(Items listed in a dataset)
* * *

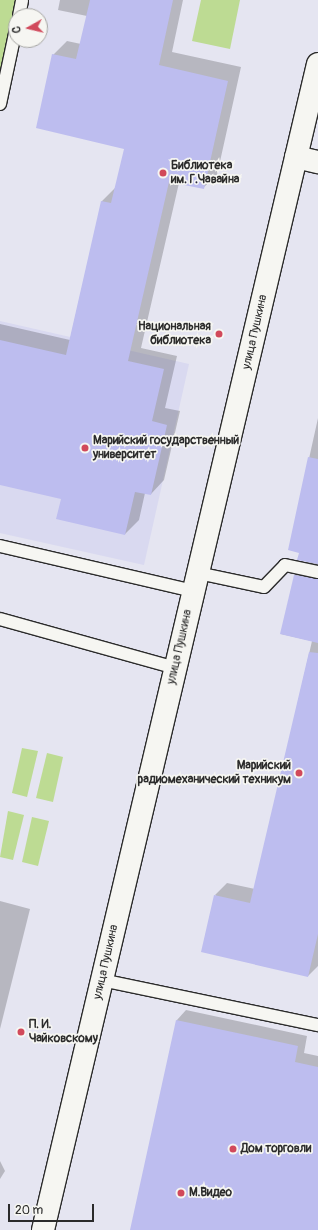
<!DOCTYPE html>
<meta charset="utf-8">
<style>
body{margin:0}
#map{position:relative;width:318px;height:1230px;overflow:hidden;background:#e5e5f1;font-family:Pangolin,sans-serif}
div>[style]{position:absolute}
.built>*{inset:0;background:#d9d9f0}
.green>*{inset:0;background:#bddb93}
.shadow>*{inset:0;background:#0003}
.building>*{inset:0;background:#bdbdef}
.roads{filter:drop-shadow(1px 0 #2b2b2b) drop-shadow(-1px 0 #2b2b2b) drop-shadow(0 1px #2b2b2b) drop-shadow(0 -1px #2b2b2b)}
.service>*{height:12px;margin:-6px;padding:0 6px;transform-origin:6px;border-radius:6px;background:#f6f6f2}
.minor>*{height:22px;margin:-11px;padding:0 11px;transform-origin:11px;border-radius:11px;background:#f6f6f2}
.tertiary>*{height:22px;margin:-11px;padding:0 11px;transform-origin:11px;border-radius:11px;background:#f6f6f2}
.dots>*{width:11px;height:11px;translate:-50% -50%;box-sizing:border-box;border:2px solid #f6f6f2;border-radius:50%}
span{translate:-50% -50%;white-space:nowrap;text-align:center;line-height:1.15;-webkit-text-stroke:3.5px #f6f6f2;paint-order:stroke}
.poi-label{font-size:12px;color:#2b2b2b;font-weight:700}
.left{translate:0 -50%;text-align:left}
.right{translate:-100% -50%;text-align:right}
.street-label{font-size:12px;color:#2b2b2b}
.north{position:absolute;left:8px;top:8px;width:40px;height:40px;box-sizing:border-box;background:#f6f6f2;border:1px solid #a5a5a2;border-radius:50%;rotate:262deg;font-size:11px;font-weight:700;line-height:16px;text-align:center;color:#2b2b2b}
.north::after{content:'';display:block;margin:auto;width:14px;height:18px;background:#d1495b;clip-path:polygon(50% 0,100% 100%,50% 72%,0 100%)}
.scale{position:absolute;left:8px;top:1204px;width:86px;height:18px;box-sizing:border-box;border:2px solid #2b2b2b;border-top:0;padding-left:5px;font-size:12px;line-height:14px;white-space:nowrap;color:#2b2b2b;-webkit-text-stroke:3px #f6f6f2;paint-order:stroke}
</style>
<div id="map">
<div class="built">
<div style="clip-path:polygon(0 321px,189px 364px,144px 565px,0 533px)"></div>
</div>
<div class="green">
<div style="clip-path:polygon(0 0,17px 0,0 79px)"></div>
<div style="clip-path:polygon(201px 0,240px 0,230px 49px,192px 41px)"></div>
<div style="clip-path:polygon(22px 748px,38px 751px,27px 797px,12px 793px)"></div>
<div style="clip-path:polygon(47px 753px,63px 757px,53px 802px,36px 798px)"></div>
<div style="clip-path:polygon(8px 811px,24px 815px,13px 860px,0 857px)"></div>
<div style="clip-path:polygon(32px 817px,49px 821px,38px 866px,22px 862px)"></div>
</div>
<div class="shadow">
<div style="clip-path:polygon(60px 0,183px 0,172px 52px,241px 67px,217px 175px,203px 188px,179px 183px,141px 348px,177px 356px,165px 408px,180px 411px,164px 480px,151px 494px,145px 493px,139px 520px,125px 534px,62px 498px,0 484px,0 324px,70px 340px,102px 201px,116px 187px,125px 148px,53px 55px,67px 41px,81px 44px,87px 16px,58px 10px)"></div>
<div style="clip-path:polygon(318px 418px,318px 966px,308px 976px,215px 895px,227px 883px,255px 889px,312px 641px,281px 634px,295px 575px,308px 562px,300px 552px,289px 549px)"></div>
<div style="clip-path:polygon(0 901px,30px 909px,0 1029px)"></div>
<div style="clip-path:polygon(186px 1010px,307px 1036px,304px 1053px,318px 1056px,318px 1230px,131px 1230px,177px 1020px)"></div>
<div style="clip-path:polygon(0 1161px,5px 1171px,0 1179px)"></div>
</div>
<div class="building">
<div style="clip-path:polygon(90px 0,173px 0,159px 65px,228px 81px,204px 189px,169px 182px,128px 361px,164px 369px,152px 421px,167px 425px,151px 495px,135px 492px,125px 535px,56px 519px,61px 499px,0 485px,0 340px,66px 355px,101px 201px,111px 203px,124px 149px,36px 128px,52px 54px,76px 59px)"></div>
<div style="clip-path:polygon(308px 457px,318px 459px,318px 564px,297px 560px,299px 553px,288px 550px)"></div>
<div style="clip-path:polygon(294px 575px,318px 579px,318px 643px,280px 634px)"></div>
<div style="clip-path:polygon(309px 652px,318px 653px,318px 934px,308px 977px,201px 952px,214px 895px,250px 903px)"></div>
<div style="clip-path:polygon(176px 1020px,298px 1046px,295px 1062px,318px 1067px,318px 1230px,130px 1230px)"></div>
</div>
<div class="roads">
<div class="service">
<div style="left:19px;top:16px;width:16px;rotate:-79deg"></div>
<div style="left:0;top:104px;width:77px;rotate:-78deg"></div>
<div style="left:0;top:546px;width:199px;rotate:13.1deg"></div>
<div style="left:198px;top:573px;width:67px;rotate:12deg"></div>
<div style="left:264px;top:587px;width:30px;rotate:-46deg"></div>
<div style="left:285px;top:565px;width:34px;rotate:12deg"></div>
<div style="left:0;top:619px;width:182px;rotate:15.6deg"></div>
<div style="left:102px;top:980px;width:221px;rotate:11.8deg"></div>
</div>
<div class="minor">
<div style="left:296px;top:157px;width:23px;rotate:13deg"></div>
</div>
<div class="tertiary">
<div style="left:43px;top:1230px;width:1198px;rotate:-76.73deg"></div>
</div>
</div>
<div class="dots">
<div style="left:163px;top:173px;background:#d1495b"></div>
<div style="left:219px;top:334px;background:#d1495b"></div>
<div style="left:85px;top:448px;background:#d1495b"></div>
<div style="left:299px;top:773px;background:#d1495b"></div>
<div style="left:21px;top:1032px;background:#d1495b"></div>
<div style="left:233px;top:1149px;background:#d1495b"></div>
<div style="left:181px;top:1193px;background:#d1495b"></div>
</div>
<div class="poi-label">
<span class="left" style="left:171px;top:173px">Библиотека<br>им. Г.Чавайна</span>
<span class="right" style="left:211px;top:334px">Национальная<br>библиотека</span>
<span class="left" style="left:93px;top:448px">Марийский государственный<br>университет</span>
<span class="right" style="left:291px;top:773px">Марийский<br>радиомеханический техникум</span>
<span class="left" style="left:29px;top:1032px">П. И.<br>Чайковскому</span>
<span class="left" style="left:241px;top:1149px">Дом торговли</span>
<span class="left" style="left:189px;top:1193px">М.Видео</span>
</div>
<div class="street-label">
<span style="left:255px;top:332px;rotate:-77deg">улица Пушкина</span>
<span style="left:180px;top:647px;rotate:-77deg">улица Пушкина</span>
<span style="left:106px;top:962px;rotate:-77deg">улица Пушкина</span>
</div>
<div class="north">С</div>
<div class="scale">20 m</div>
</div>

* * *

To do
Scan the entries above, and wherever a line holds the string "service", copy it.

Solution for this exercise
.service>*{height:12px;margin:-6px;padding:0 6px;transform-origin:6px;border-radius:6px;background:#f6f6f2}
<div class="service">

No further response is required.